Records supplied:

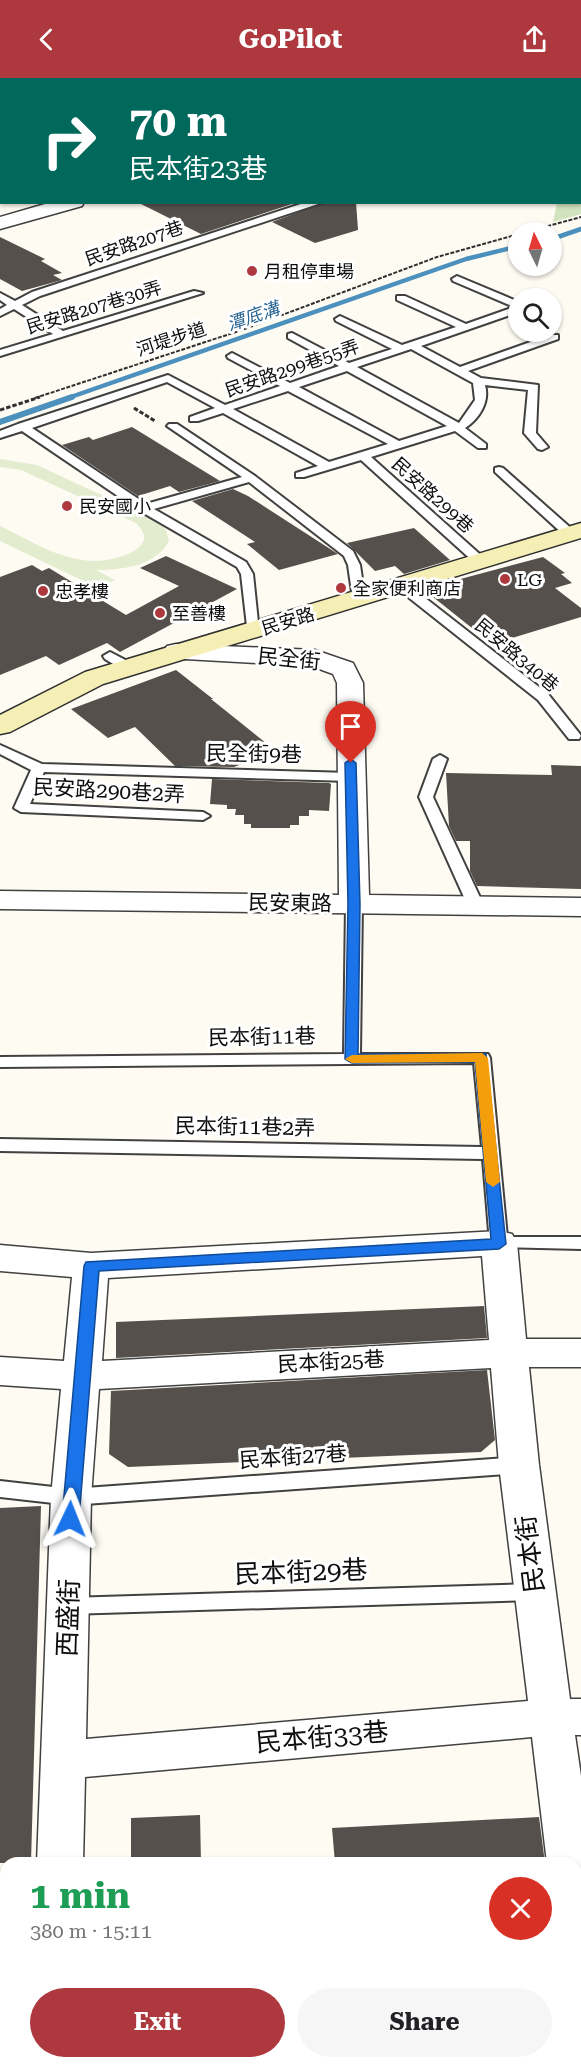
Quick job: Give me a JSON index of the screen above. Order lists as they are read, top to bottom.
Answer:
{
  "streets": {
    "street": [
      "民安路",
      "民全街",
      "民安東路",
      "民本街25巷",
      "民本街",
      "西盛街",
      "民本街33巷"
    ],
    "lane": [
      "民安路207巷",
      "民安路207巷30弄",
      "民安路299巷55弄",
      "民安路299巷",
      "民安路340巷",
      "民全街9巷",
      "民安路290巷2弄",
      "民本街11巷",
      "民本街11巷2弄",
      "民本街27巷",
      "民本街29巷"
    ],
    "path": ["河堤步道"]
  },
  "crossings": [
    ["民安路299巷", "民安路"],
    ["民安路", "民安路340巷"],
    ["民安路", "民全街"],
    ["民全街", "民全街9巷"],
    ["民全街", "民安東路"],
    ["民全街9巷", "民安路290巷2弄"],
    ["民本街11巷", "民本街11巷2弄"],
    ["民本街11巷", "民本街"],
    ["民本街25巷", "民本街"],
    ["民本街25巷", "西盛街"],
    ["民本街27巷", "民本街"],
    ["民本街27巷", "西盛街"],
    ["民本街", "民本街29巷"],
    ["民本街", "民本街33巷"],
    ["民本街29巷", "西盛街"],
    ["西盛街", "民本街33巷"]
  ],
  "water": ["潭底溝"],
  "places": [
    "月租停車場",
    "民安國小",
    "LG",
    "全家便利商店",
    "忠孝樓",
    "至善樓"
  ],
  "north": "top",
  "page": {
    "header": "GoPilot",
    "turn": ["70 m", "民本街23巷"],
    "heading": ["1 min", "380 m · 15:11"],
    "buttons": ["Exit", "Share"]
  }
}
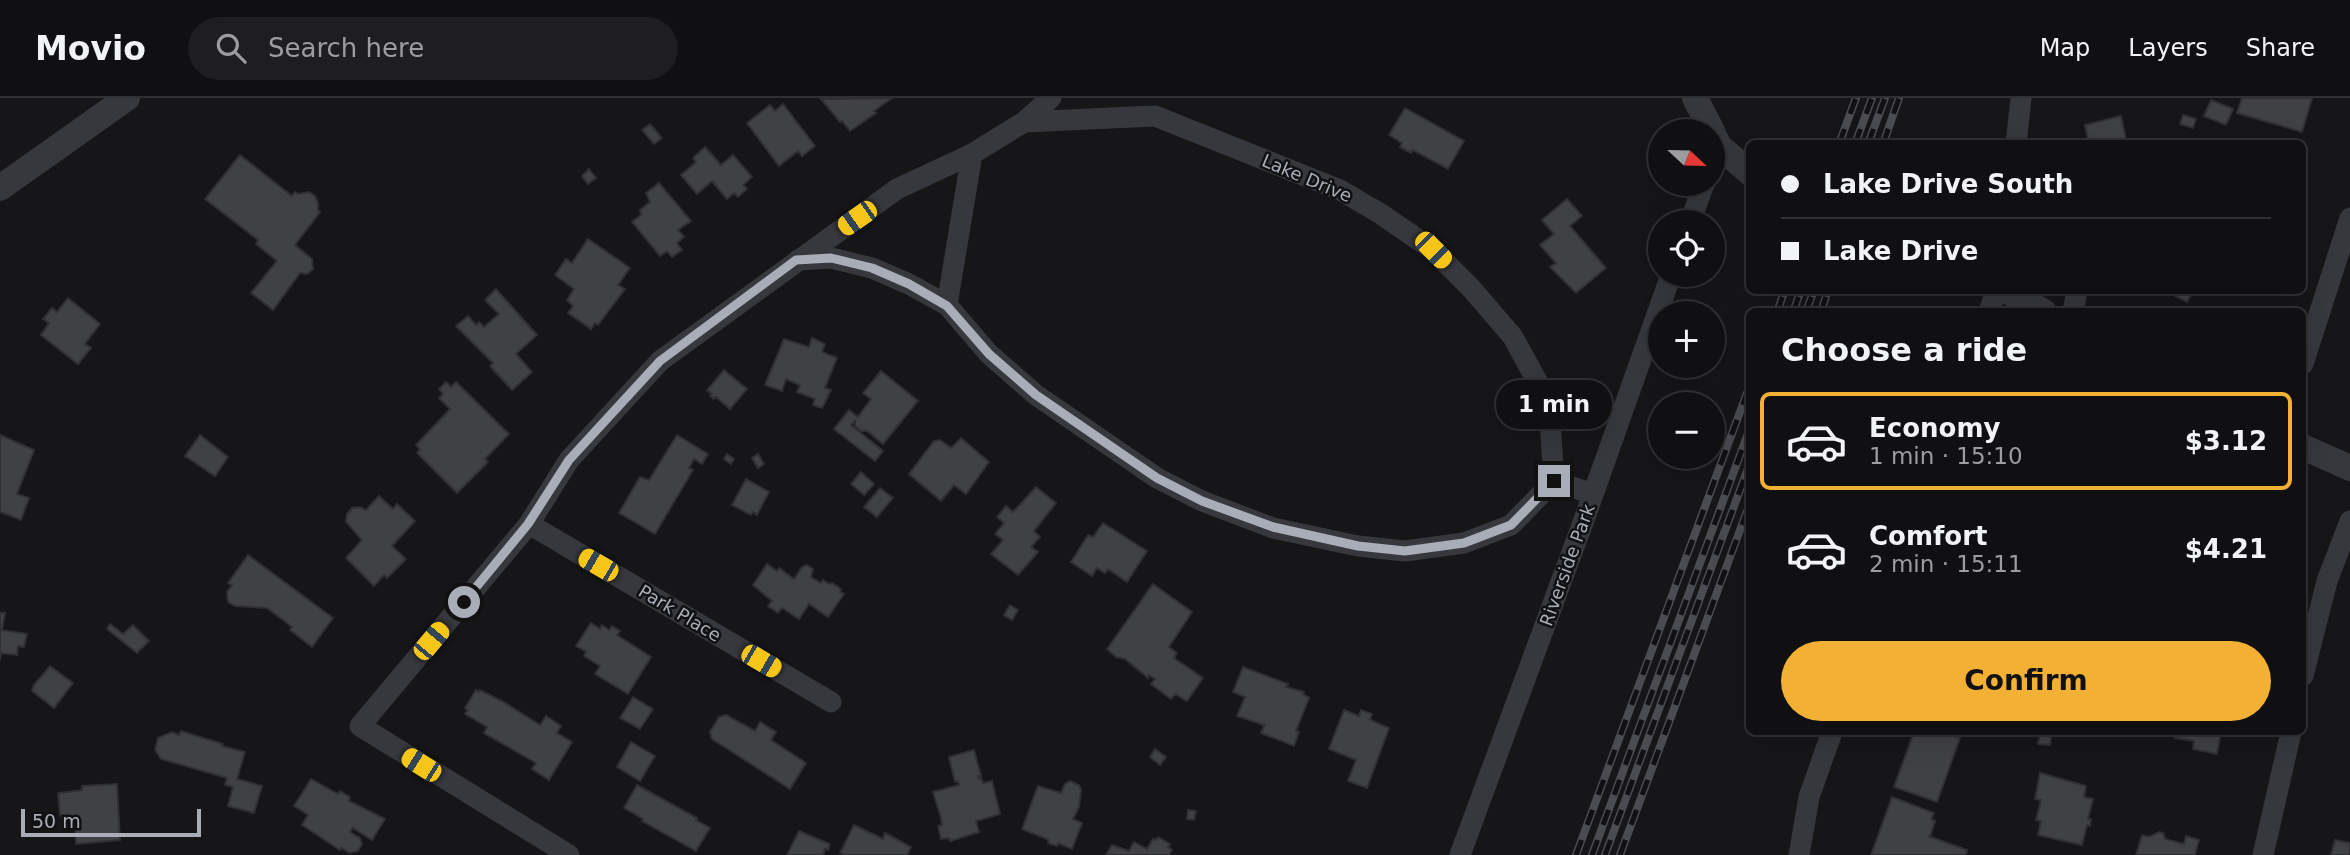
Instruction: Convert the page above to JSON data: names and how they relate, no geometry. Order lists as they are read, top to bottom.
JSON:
{
  "streets": {
    "street": ["Lake Drive", "Riverside Park", "Park Place"]
  },
  "scale_bar": "50 m",
  "north": "right",
  "page": {
    "header": "Movio",
    "search": "Search here",
    "nav": ["Map", "Layers", "Share"],
    "map_buttons": ["+", "−"],
    "banner": ["Lake Drive South", "Lake Drive"],
    "heading": "Choose a ride",
    "bubble": "1 min",
    "list": [
      {
        "name": "Economy",
        "note": "1 min · 15:10",
        "value": "$3.12"
      },
      {
        "name": "Comfort",
        "note": "2 min · 15:11",
        "value": "$4.21"
      }
    ],
    "buttons": "Confirm",
    "scale": "50 m"
  }
}
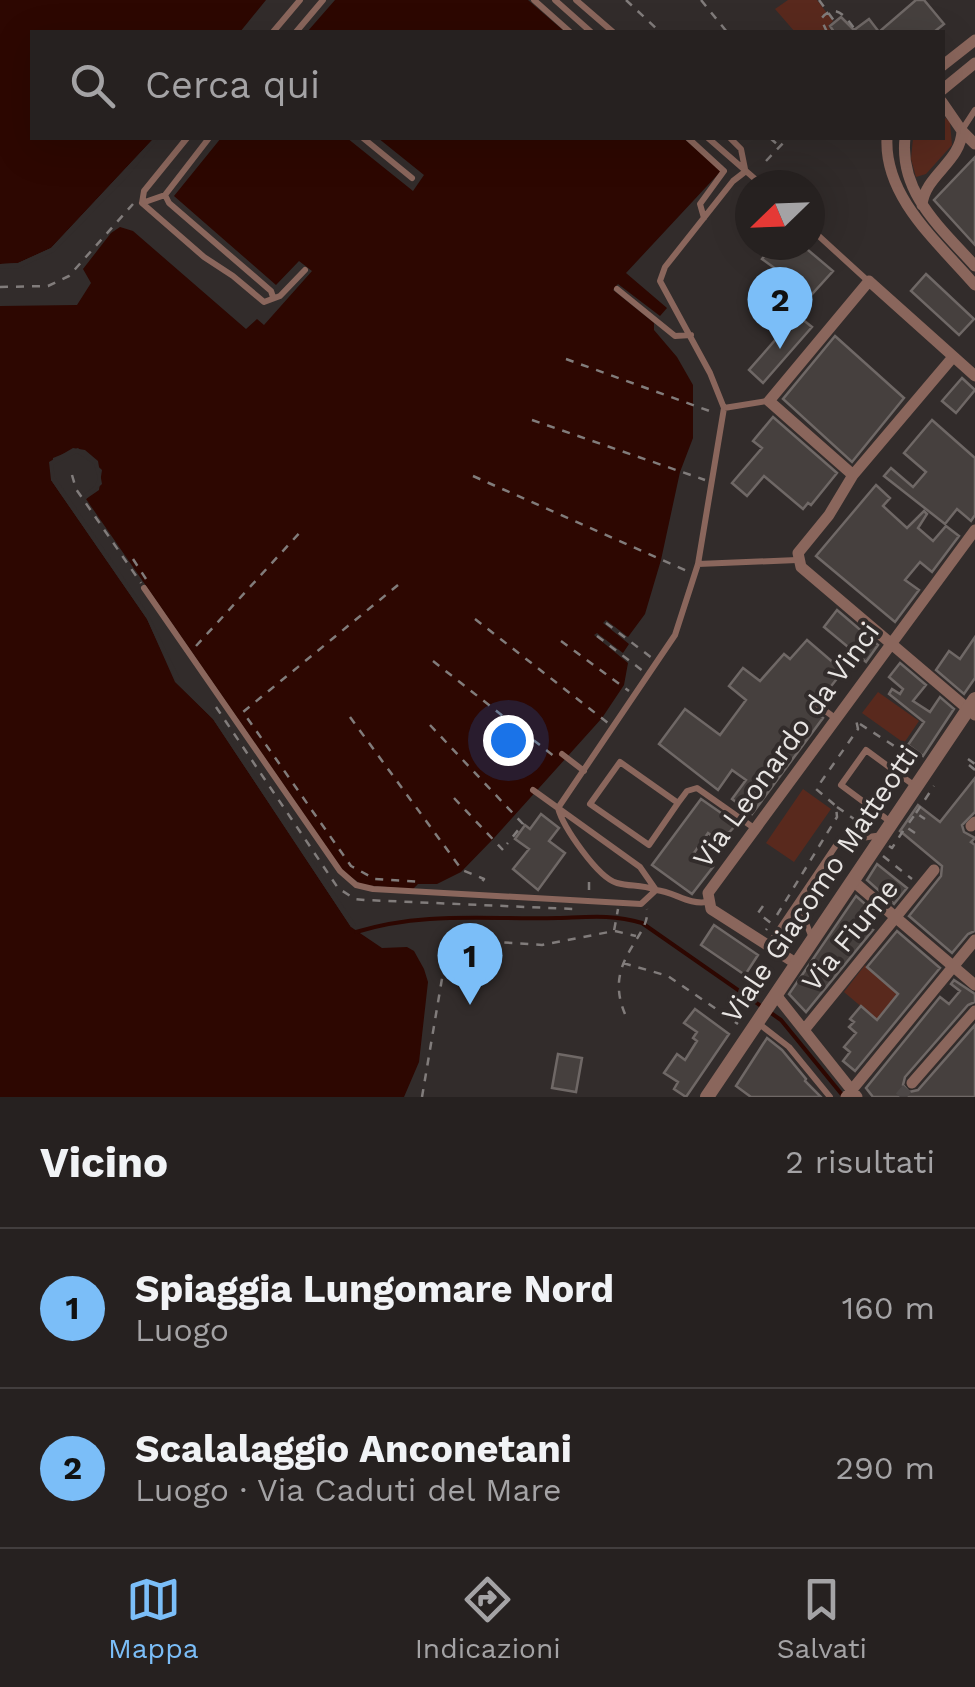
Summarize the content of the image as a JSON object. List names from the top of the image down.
{
  "streets": {
    "street": ["Via Leonardo da Vinci", "Viale Giacomo Matteotti", "Via Fiume"]
  },
  "crossings": [
    ["Via Leonardo da Vinci", "Viale Giacomo Matteotti"]
  ],
  "north": "bottom left",
  "page": {
    "search": "Cerca qui",
    "pins": ["2", "1"],
    "heading": ["Vicino", "2 risultati"],
    "list": [
      {
        "mark": "1",
        "name": "Spiaggia Lungomare Nord",
        "note": "Luogo",
        "value": "160 m"
      },
      {
        "mark": "2",
        "name": "Scalalaggio Anconetani",
        "note": "Luogo · Via Caduti del Mare",
        "value": "290 m"
      }
    ],
    "nav": ["Mappa", "Indicazioni", "Salvati"]
  }
}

Directions for this task: Copy out each line carrying the string "Leonardo" from the data.

Finished task:
    "street": ["Via Leonardo da Vinci", "Viale Giacomo Matteotti", "Via Fiume"]
    ["Via Leonardo da Vinci", "Viale Giacomo Matteotti"]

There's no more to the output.